### Data provided

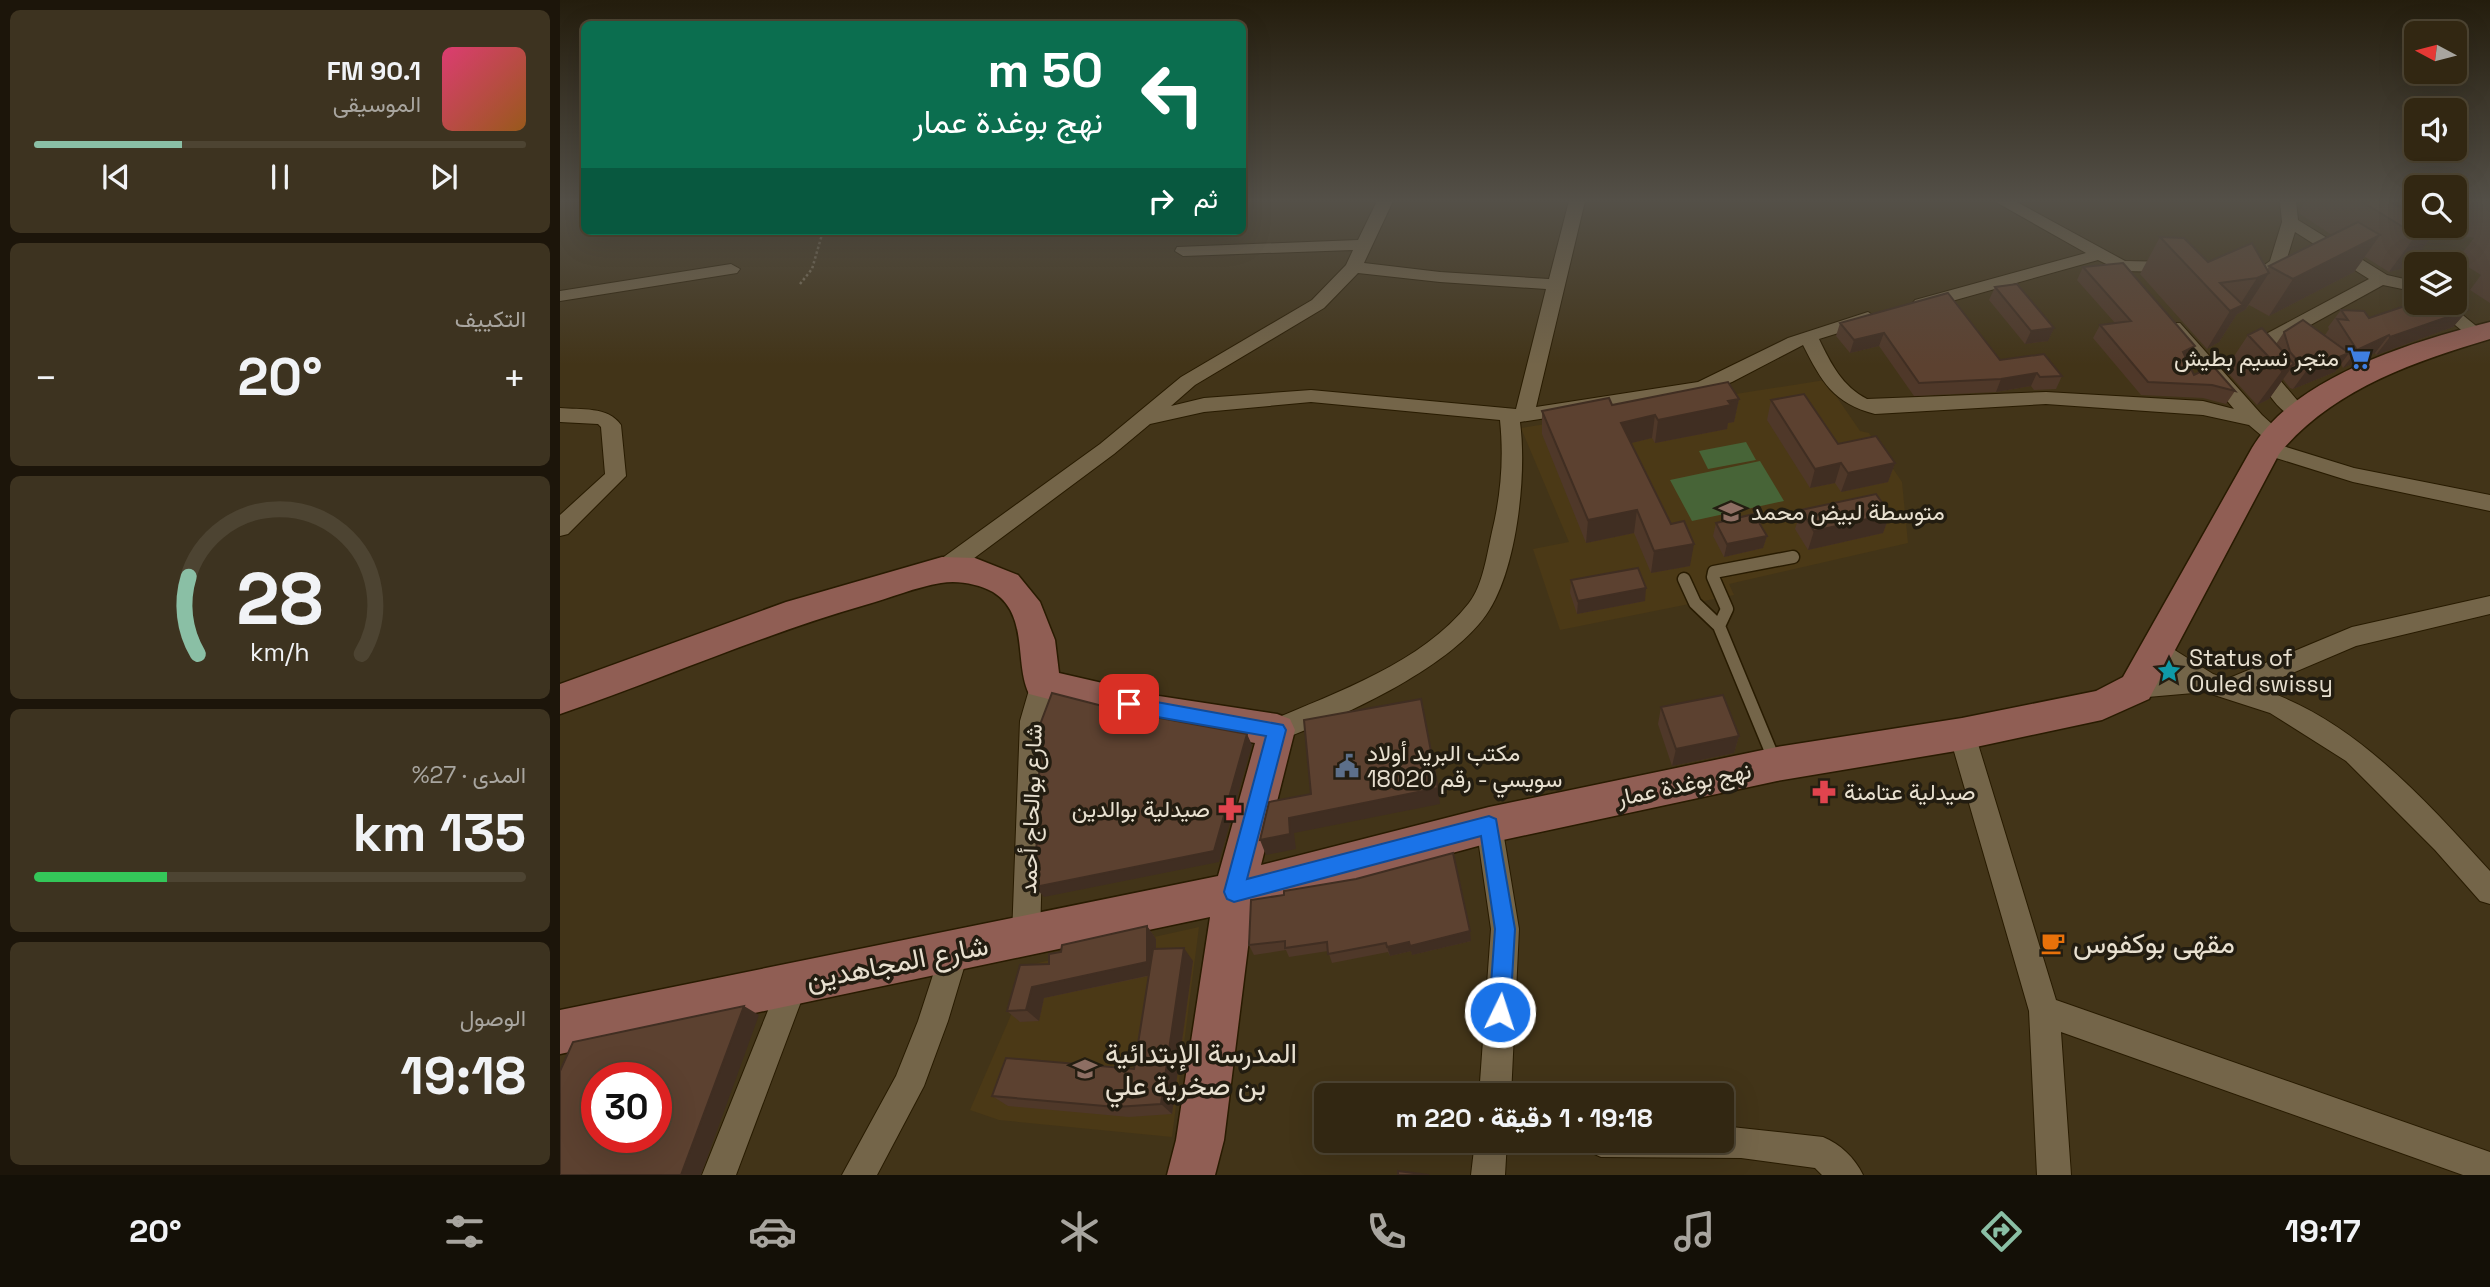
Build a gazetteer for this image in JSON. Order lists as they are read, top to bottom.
{
  "streets": {
    "main road": ["نهج بوغدة عمار", "شارع المجاهدين"],
    "street": ["شارع بوالحاج أحمد"]
  },
  "crossings": [
    ["نهج بوغدة عمار", "شارع المجاهدين"],
    ["شارع بوالحاج أحمد", "شارع المجاهدين"]
  ],
  "places": {
    "supermarket": ["متجر نسيم بطيش"],
    "school or university": ["متوسطة لبيض محمد", "المدرسة الإبتدائية بن صخرية علي"],
    "place": ["Status of Ouled swissy"],
    "public building": ["مكتب البريد أولاد سويسي - رقم 18020"],
    "pharmacy": ["صيدلية عتامنة", "صيدلية بوالدين"],
    "cafe": ["مقهى بوكفوس"]
  },
  "north": "left",
  "page": {
    "turn": ["50 m", "نهج بوغدة عمار"],
    "song": ["90.1 FM", "الموسيقى"],
    "then": "ثم",
    "tile": [
      "التكييف",
      ["المدى · 27%", "135 km"],
      ["الوصول", "19:18"]
    ],
    "heat": ["−", "20°", "+"],
    "limit": "30",
    "trip": "19:18 · 1 دقيقة · 220 m",
    "tabs": ["19:17", "20°"],
    "gauge": ["28", "km/h"]
  }
}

######

When you restate the listing above, give each line word for word but leave out every image.

Build a gazetteer for this image in JSON. Order lists as they are read, top to bottom.
{
  "streets": {
    "main road": ["نهج بوغدة عمار", "شارع المجاهدين"],
    "street": ["شارع بوالحاج أحمد"]
  },
  "crossings": [
    ["نهج بوغدة عمار", "شارع المجاهدين"],
    ["شارع بوالحاج أحمد", "شارع المجاهدين"]
  ],
  "places": {
    "supermarket": ["متجر نسيم بطيش"],
    "school or university": ["متوسطة لبيض محمد", "المدرسة الإبتدائية بن صخرية علي"],
    "place": ["Status of Ouled swissy"],
    "public building": ["مكتب البريد أولاد سويسي - رقم 18020"],
    "pharmacy": ["صيدلية عتامنة", "صيدلية بوالدين"],
    "cafe": ["مقهى بوكفوس"]
  },
  "north": "left",
  "page": {
    "turn": ["50 m", "نهج بوغدة عمار"],
    "song": ["90.1 FM", "الموسيقى"],
    "then": "ثم",
    "tile": [
      "التكييف",
      ["المدى · 27%", "135 km"],
      ["الوصول", "19:18"]
    ],
    "heat": ["−", "20°", "+"],
    "limit": "30",
    "trip": "19:18 · 1 دقيقة · 220 m",
    "tabs": ["19:17", "20°"],
    "gauge": ["28", "km/h"]
  }
}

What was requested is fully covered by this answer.